Pineapple Au Poivre
Combining pineapple, peppercorns, and ice cream will probably sound as strange to you as it did to me when Chef Gerard Thabuis proposed it. After a stint as chef at Brennan’s, he opened his own restaurant, La Savoie, in Metairie. (He has since passed away.) This was his signature dessert: slices of pineapple seared in butter, flamed in spirits, with a thickening, sweet sauce riddled with green peppercorns. Surprisingly, the dish it most resembled in flavor was bananas Foster, but it was a long way from that. I watched his technique and, after playing with it a bit, I came up with this close match with what I remember.
Use the kind of green peppercorns packed in brine or vinegar–not the dried kind, which never soften up. (Many supermarkets put these on the shelf next to the capers, which they strongly resemble in appearance.)
- 1 fresh pineapple
- 6 Tbs. butter
- 3/4 cup light brown sugar, packed
- 4 oz. pineapple juice
- 2 Tbs. green peppercorns, packed in brine, drained
- 2 oz. dark rum (not 151 proof!)
- 1 quart vanilla ice cream
1. Peel and core out the pineapple.
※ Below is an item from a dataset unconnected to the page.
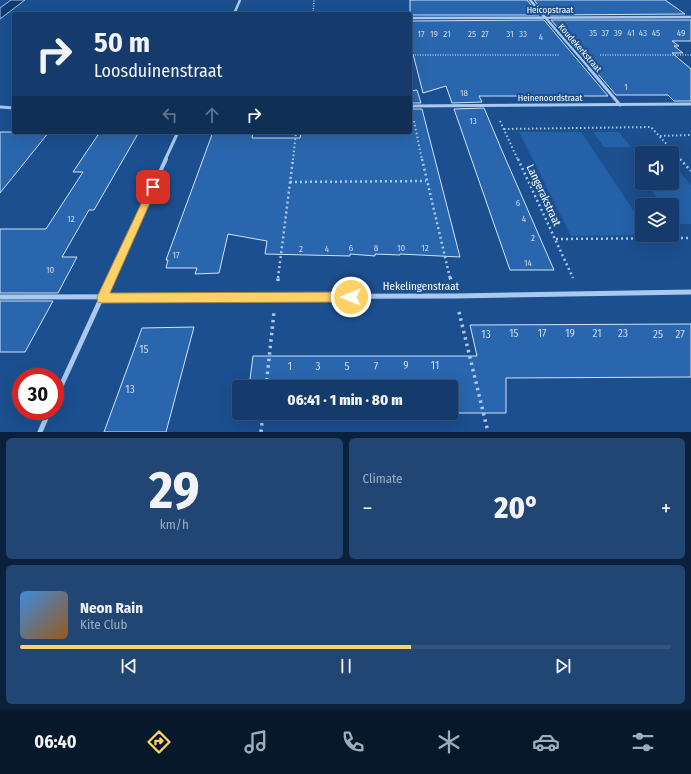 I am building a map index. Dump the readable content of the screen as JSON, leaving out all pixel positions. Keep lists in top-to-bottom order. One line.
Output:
{"streets":{"street":["Heicopstraat","Koudekerkstraat","Heinenoordstraat","Hekelingenstraat"],"path":["Langerakstraat"]},"crossings":[["Heicopstraat","Koudekerkstraat"],["Koudekerkstraat","Heinenoordstraat"],["Heinenoordstraat","Langerakstraat"],["Langerakstraat","Hekelingenstraat"]],"house_numbers":["35","37","39","41","43","45","49","17","19","21","25","27","31","33","4","1","18","13","6","12","4","2","6","8","10","12","2","4","17","14","10","15","17","19","21","23","13","25","27","15","9","11","1","3","5","7","13"],"page":{"turn":["50 m","Loosduinenstraat"],"limit":"30","trip":"06:41 · 1 min · 80 m","tile":[["29","km/h"],"Climate"],"heat":["−","20°","+"],"song":["Neon Rain","Kite Club"],"tabs":"06:40"}} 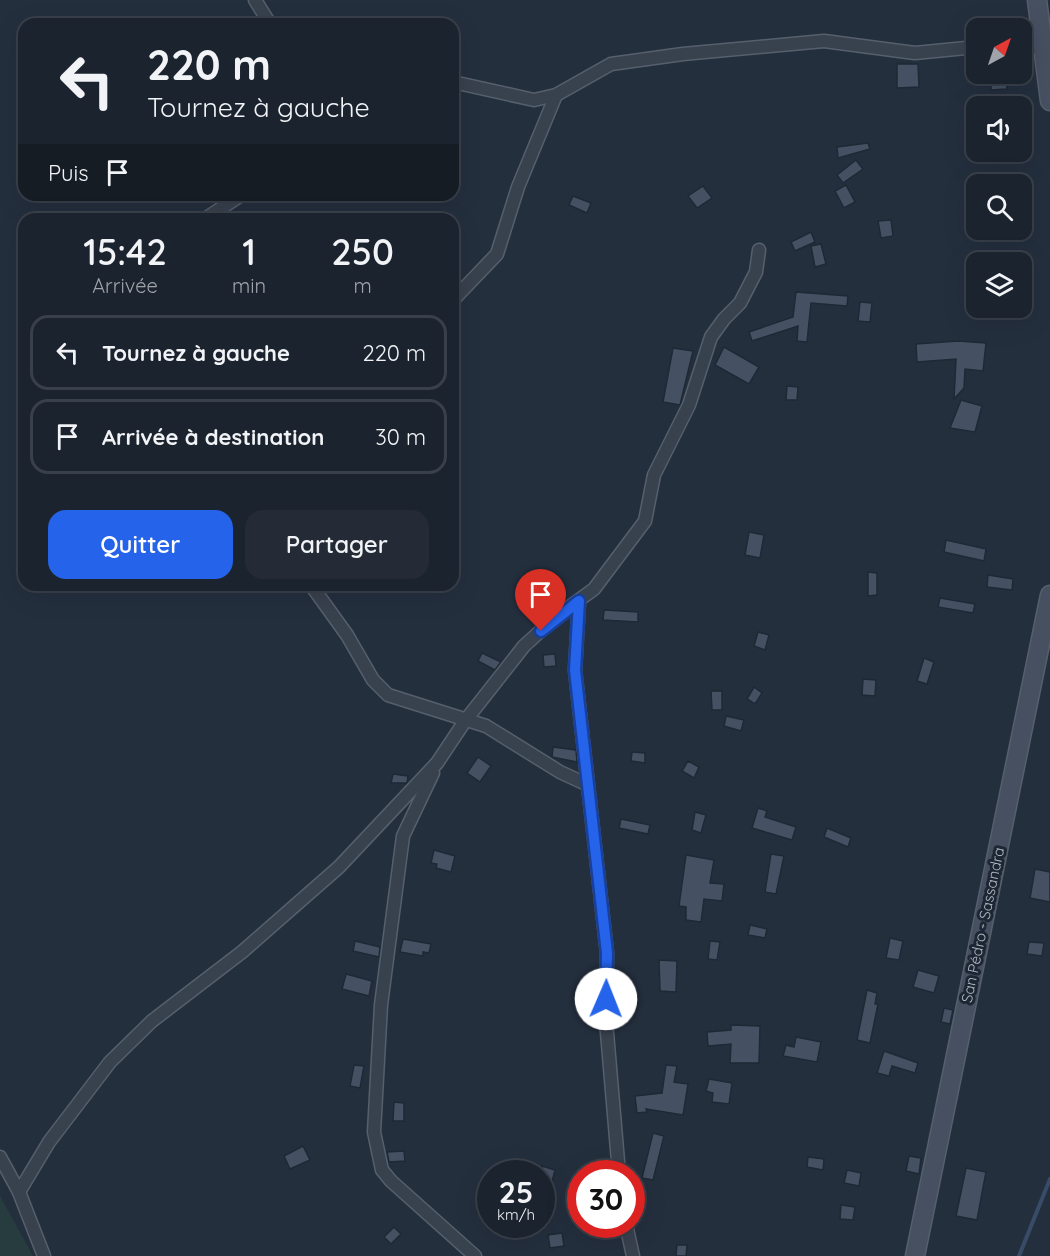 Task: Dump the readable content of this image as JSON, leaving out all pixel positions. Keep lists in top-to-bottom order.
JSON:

Slice the meat of the pineapple into three-quarter-inch-thick slices. Collect all the juice that emerges and reserve. Optional: If you have a juice extractor, cut the core into chunks and run it through the machine to get all that juice.
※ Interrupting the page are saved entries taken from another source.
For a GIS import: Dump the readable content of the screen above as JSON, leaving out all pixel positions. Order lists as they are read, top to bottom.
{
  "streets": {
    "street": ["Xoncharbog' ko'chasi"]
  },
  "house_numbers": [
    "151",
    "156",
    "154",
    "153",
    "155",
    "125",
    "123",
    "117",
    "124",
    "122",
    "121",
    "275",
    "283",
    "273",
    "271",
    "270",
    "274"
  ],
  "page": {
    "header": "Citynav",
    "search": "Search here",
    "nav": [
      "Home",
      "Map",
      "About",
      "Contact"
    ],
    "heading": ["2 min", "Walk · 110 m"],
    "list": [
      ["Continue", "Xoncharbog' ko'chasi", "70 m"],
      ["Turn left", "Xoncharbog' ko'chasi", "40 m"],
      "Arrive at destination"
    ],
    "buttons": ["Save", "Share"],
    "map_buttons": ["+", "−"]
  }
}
2. In a large, heavy skillet over medium-high heat, heat half the butter until it bubbles. Add the pineapple slices in one layer, and brown them around the edges on each side. Remove and reserve, keeping all the juice in the pan.
3. When all the pineapple slices are browned, lower the heat to medium-low. Add the remaining butter, the brown sugar, and all the pineapple juice. Bring to a light boil, stirring lightly to dissolve the sugar. Allow the sauce to thicken to about the consistency of cane syrup.
4. Return the pineapple slices to the pan (you can put them all in there now). Sprinkle the peppercorns over the pineapple and stir lightly to distribute
5. (Optional.) Measure the rum into a glass and pour into the pan. (Never pour spirits directly from the bottle into a hot pan.) Bring to a boil, and if you like and if your kitchen is safe for flames, touch a flame to the pan and flambee the pineapple. Let the flames die down and remove from the heat.
6. Serve the pineapple slices over the ice cream and top with a generous amount of sauce.
Serves six to eight.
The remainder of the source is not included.